At least in healthy adult humans at rest, about 80% of ventricular filling is complete by the time atria contract. By definition, duration of diastole and consequently the time available for ventricular filling is reduced with a progressive elevation in HR, and the question in any situation therefore is how this might affect ventricular filling. During dynamic exercise in healthy adult humans, an increase in HR typically does not reduce ventricular filling as long as the rhythm is sinus and HR reaches about 180 bpm; rather, it is associated with an increase in ventricular filling (compared to baseline) providing that the rhythm is sinus and venous return is maintained or increased. An increase in SV is also made possible under these conditions by one or more of the following mechanisms acting in concert.
i) an increase in sympathetic outflow to the heart is normally associated with a positive lusitropic effect (i.e., acceleration of the rate of relaxation of ventricular myocardial cells) besides an increase in HR and an increase in the speed of conduction of cardiac impulse;
ii) an increase in HR in the 60-120 bpm range is typically associated with an increase in force of contraction secondary to an increase in intracellular calcium (frequency-force relationship or Treppe effect) providing that venous return is not affected;
iii) the sympathoexcitation that occurs during exercise also facilitates venous return by inducing constriction of the peripheral veins;
iv) contractions of skeletal muscles may contribute to maintaining venous return when valves in veins are competent.

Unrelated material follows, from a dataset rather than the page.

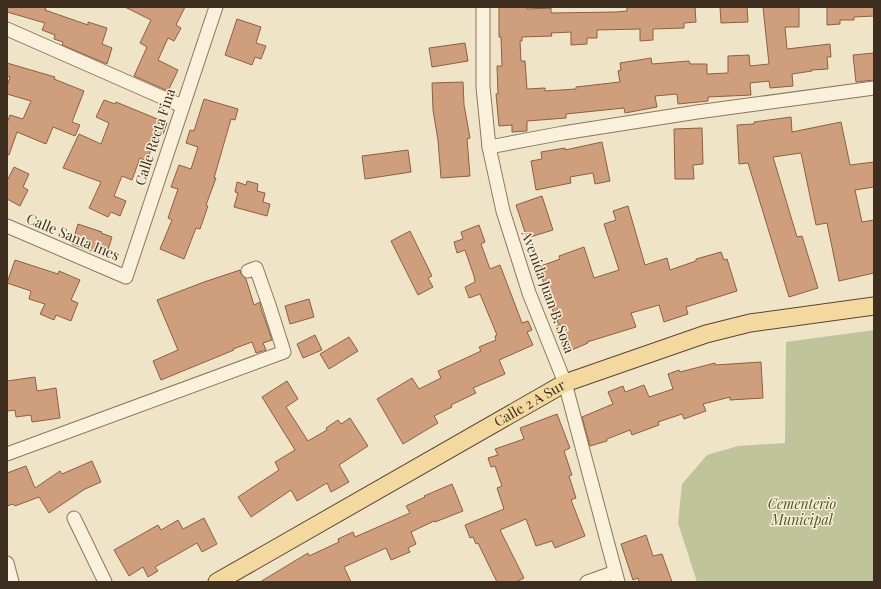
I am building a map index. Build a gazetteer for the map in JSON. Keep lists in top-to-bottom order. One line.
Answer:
{"streets":{"main road":["Calle 2 A Sur"],"street":["Calle Recta Fina","Calle Santa Ines","Avenida Juan B. Sosa"]},"crossings":[["Calle Recta Fina","Calle Santa Ines"],["Avenida Juan B. Sosa","Calle 2 A Sur"]],"parks":["Cementerio Municipal"]}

How ventricular filling is affected by tachycardia in a given individual or experimental setting requires consideration of multiple factors including whether the rhythm is sinus or some other pathological rhythm, the extent of HR elevation, the presence or absence of an atrial kick effect contributing to ventricular filling, A-V valve function, ventricular diastolic function and pericardial pressure. Even in health, increases in ventricular rate beyond 180 bpm during intense exercise are not necessarily associated with a further increase in ventricular filling [Ganong]; further increases in cardiac output are achieved with a decrease in ventricular end-systolic volume, and an increase in HR. In individuals lacking the contribution of atrial contractions to ventricular filling such as in those with atrial fibrillation, ventricular filling has been observed to plateau at somewhat lower HRs (90-140 bpm) depending on the extent of the underlying disease, and the maximal cardiac output achievable is reduced compared to healthy age matched controls. If the atria are paced electrically to 180 bpm in healthy individuals at rest, little change occurs in cardiac output from baseline, because of a reduction in SV. This is because the rate of A-V nodal conduction (which is regulated by vagal and sympathetic influences) becomes limiting in the absence of an actual increase in cardiac sympathetic outflow and an actual decrease in cardiac vagal outflow; second, the positive lusitropic effects of sympathetic stimulation do not occur in this model.